* [THE TASK]:
Write the records out exactly, so that no picture remains in the copy.

* [THE RECORDS]:
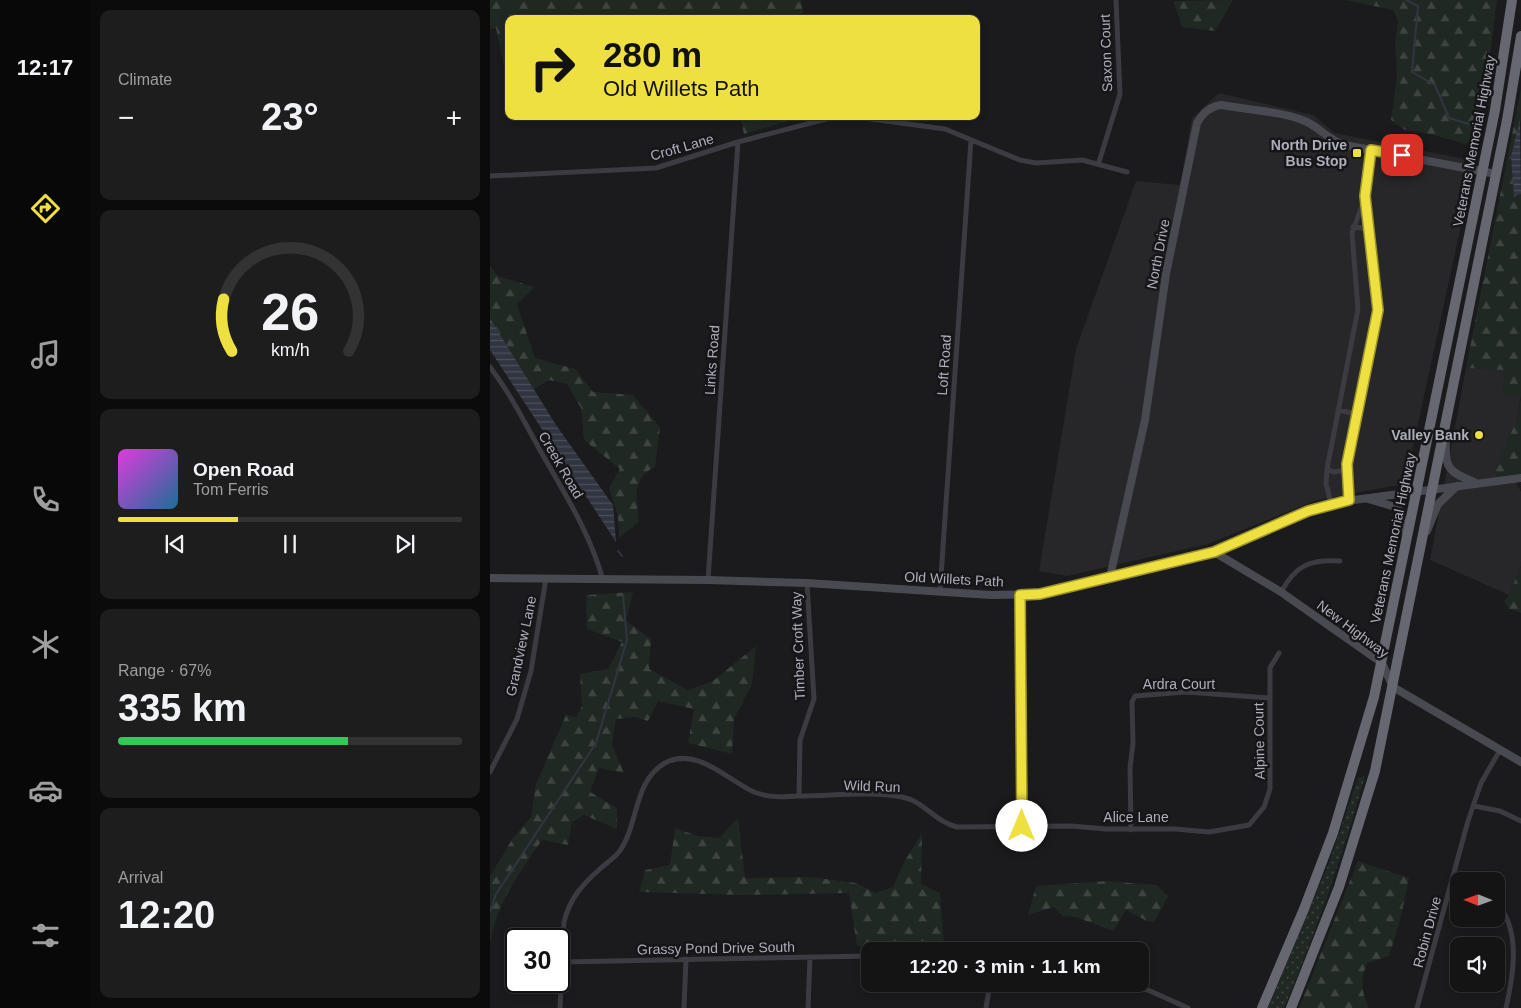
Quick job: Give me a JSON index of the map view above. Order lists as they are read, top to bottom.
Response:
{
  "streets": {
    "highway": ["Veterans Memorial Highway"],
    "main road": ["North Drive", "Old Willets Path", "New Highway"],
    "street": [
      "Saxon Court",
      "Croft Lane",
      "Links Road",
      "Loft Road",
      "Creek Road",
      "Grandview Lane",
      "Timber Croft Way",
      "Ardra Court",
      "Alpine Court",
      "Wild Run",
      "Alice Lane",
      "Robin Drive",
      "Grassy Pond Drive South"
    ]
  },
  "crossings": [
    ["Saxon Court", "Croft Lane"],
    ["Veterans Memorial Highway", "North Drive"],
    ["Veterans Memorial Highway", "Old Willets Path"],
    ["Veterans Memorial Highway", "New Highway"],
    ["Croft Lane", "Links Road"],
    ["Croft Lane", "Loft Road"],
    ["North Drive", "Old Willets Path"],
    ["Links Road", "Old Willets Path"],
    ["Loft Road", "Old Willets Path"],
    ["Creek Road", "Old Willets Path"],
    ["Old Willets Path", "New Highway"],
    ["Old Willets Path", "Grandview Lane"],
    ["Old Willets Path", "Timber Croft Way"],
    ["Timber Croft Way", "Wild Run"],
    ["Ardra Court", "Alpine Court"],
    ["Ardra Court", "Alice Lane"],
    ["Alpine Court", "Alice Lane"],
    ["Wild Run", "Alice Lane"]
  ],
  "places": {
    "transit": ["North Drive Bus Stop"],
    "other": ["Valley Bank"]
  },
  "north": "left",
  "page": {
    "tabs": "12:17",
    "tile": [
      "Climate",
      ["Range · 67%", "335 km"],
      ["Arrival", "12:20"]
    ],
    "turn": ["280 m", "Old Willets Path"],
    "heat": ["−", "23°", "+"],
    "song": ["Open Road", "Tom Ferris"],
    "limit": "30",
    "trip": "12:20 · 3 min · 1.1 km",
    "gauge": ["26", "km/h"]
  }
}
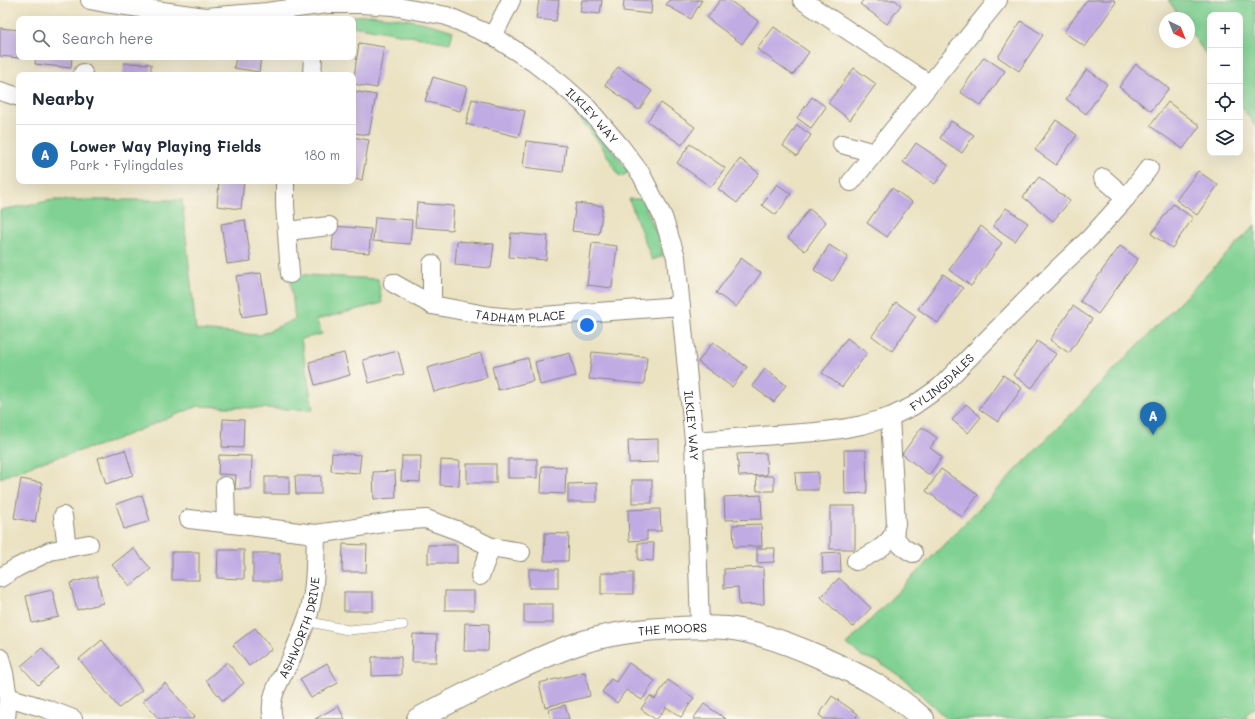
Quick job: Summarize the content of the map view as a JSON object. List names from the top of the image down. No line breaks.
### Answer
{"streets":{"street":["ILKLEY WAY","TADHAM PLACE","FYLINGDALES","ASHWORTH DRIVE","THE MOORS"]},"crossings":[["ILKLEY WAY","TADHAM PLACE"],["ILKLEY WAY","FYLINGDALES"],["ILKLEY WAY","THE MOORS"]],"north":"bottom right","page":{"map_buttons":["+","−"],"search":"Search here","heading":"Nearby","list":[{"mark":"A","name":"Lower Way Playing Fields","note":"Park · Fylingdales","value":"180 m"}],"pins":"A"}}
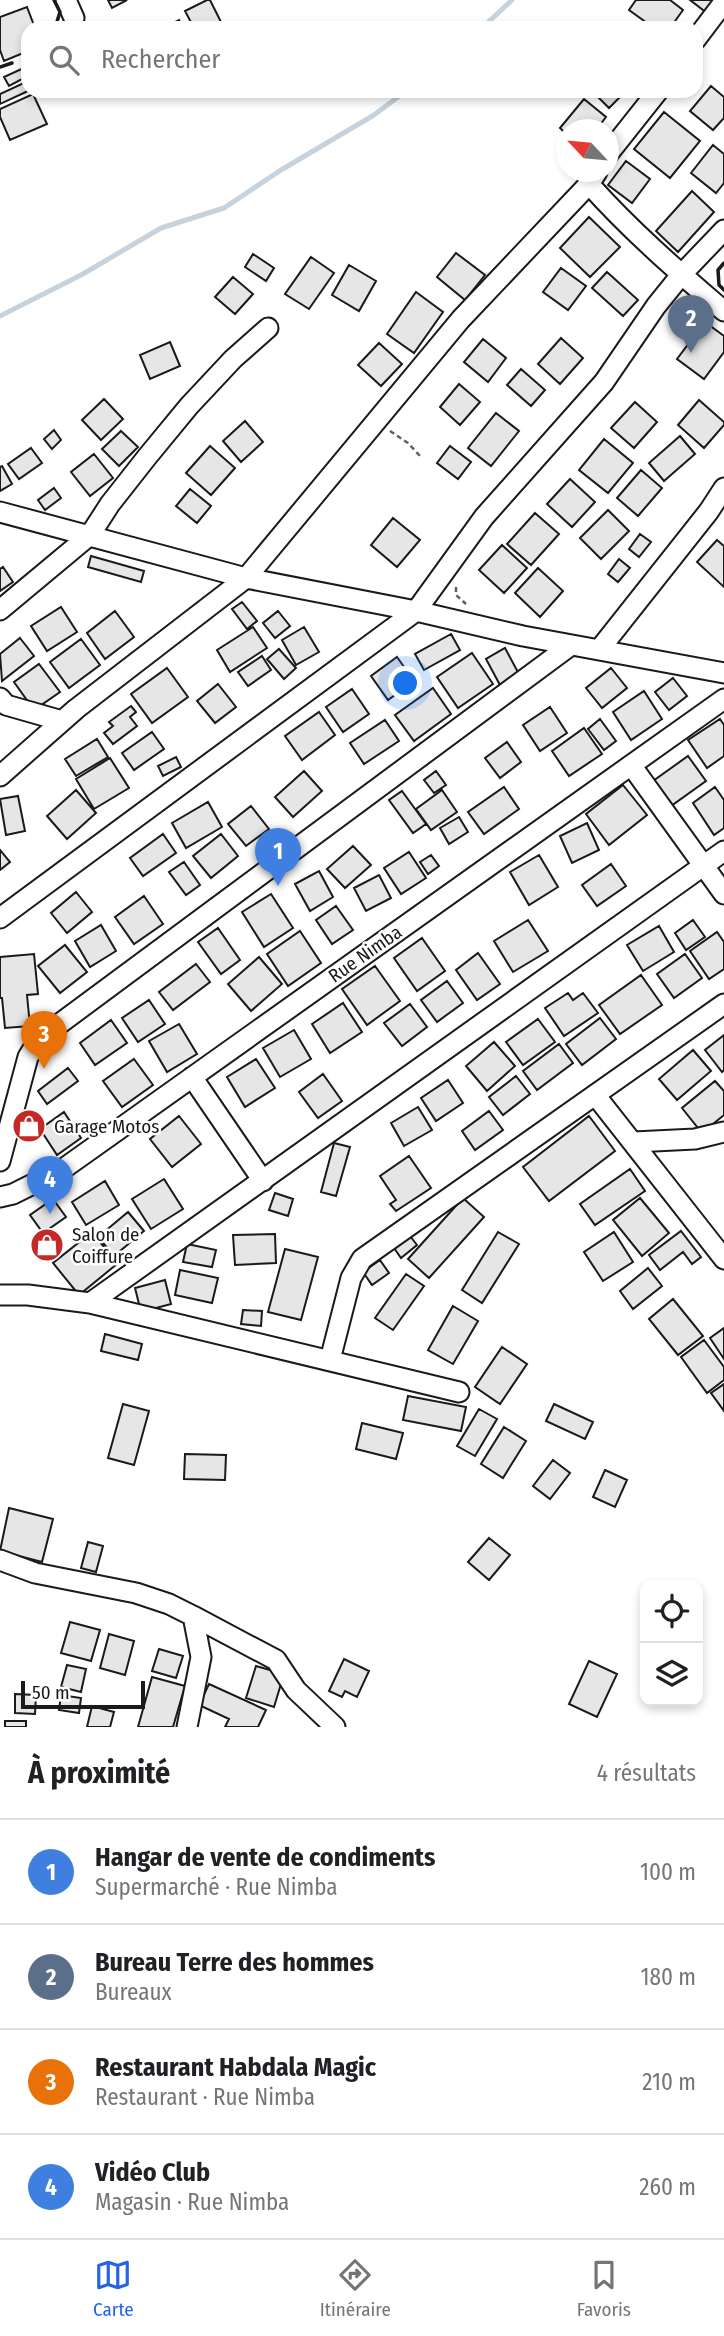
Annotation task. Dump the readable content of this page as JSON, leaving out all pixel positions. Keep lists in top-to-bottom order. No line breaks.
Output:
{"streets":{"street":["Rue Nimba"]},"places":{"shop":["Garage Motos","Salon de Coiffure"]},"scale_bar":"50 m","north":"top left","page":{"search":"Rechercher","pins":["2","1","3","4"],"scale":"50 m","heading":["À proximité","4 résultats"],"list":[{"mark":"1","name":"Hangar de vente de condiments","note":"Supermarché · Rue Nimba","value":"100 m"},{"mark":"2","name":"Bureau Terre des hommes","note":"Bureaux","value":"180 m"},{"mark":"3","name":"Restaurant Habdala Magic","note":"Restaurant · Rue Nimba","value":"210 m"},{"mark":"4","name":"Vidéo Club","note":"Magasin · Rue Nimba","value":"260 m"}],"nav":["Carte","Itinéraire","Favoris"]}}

* [SOLVED PROBLEM]:
Quick job: Give me a JSON index of the map view above. Order lists as they are read, top to bottom.
Response:
{
  "streets": {
    "highway": ["Veterans Memorial Highway"],
    "main road": ["North Drive", "Old Willets Path", "New Highway"],
    "street": [
      "Saxon Court",
      "Croft Lane",
      "Links Road",
      "Loft Road",
      "Creek Road",
      "Grandview Lane",
      "Timber Croft Way",
      "Ardra Court",
      "Alpine Court",
      "Wild Run",
      "Alice Lane",
      "Robin Drive",
      "Grassy Pond Drive South"
    ]
  },
  "crossings": [
    ["Saxon Court", "Croft Lane"],
    ["Veterans Memorial Highway", "North Drive"],
    ["Veterans Memorial Highway", "Old Willets Path"],
    ["Veterans Memorial Highway", "New Highway"],
    ["Croft Lane", "Links Road"],
    ["Croft Lane", "Loft Road"],
    ["North Drive", "Old Willets Path"],
    ["Links Road", "Old Willets Path"],
    ["Loft Road", "Old Willets Path"],
    ["Creek Road", "Old Willets Path"],
    ["Old Willets Path", "New Highway"],
    ["Old Willets Path", "Grandview Lane"],
    ["Old Willets Path", "Timber Croft Way"],
    ["Timber Croft Way", "Wild Run"],
    ["Ardra Court", "Alpine Court"],
    ["Ardra Court", "Alice Lane"],
    ["Alpine Court", "Alice Lane"],
    ["Wild Run", "Alice Lane"]
  ],
  "places": {
    "transit": ["North Drive Bus Stop"],
    "other": ["Valley Bank"]
  },
  "north": "left",
  "page": {
    "tabs": "12:17",
    "tile": [
      "Climate",
      ["Range · 67%", "335 km"],
      ["Arrival", "12:20"]
    ],
    "turn": ["280 m", "Old Willets Path"],
    "heat": ["−", "23°", "+"],
    "song": ["Open Road", "Tom Ferris"],
    "limit": "30",
    "trip": "12:20 · 3 min · 1.1 km",
    "gauge": ["26", "km/h"]
  }
}
Quick job: Summarize the content of the map view as a JSON object. List names from the top of the image down. No line breaks.
### Answer
{"streets":{"street":["ILKLEY WAY","TADHAM PLACE","FYLINGDALES","ASHWORTH DRIVE","THE MOORS"]},"crossings":[["ILKLEY WAY","TADHAM PLACE"],["ILKLEY WAY","FYLINGDALES"],["ILKLEY WAY","THE MOORS"]],"north":"bottom right","page":{"map_buttons":["+","−"],"search":"Search here","heading":"Nearby","list":[{"mark":"A","name":"Lower Way Playing Fields","note":"Park · Fylingdales","value":"180 m"}],"pins":"A"}}
Annotation task. Dump the readable content of this page as JSON, leaving out all pixel positions. Keep lists in top-to-bottom order. No line breaks.
Output:
{"streets":{"street":["Rue Nimba"]},"places":{"shop":["Garage Motos","Salon de Coiffure"]},"scale_bar":"50 m","north":"top left","page":{"search":"Rechercher","pins":["2","1","3","4"],"scale":"50 m","heading":["À proximité","4 résultats"],"list":[{"mark":"1","name":"Hangar de vente de condiments","note":"Supermarché · Rue Nimba","value":"100 m"},{"mark":"2","name":"Bureau Terre des hommes","note":"Bureaux","value":"180 m"},{"mark":"3","name":"Restaurant Habdala Magic","note":"Restaurant · Rue Nimba","value":"210 m"},{"mark":"4","name":"Vidéo Club","note":"Magasin · Rue Nimba","value":"260 m"}],"nav":["Carte","Itinéraire","Favoris"]}}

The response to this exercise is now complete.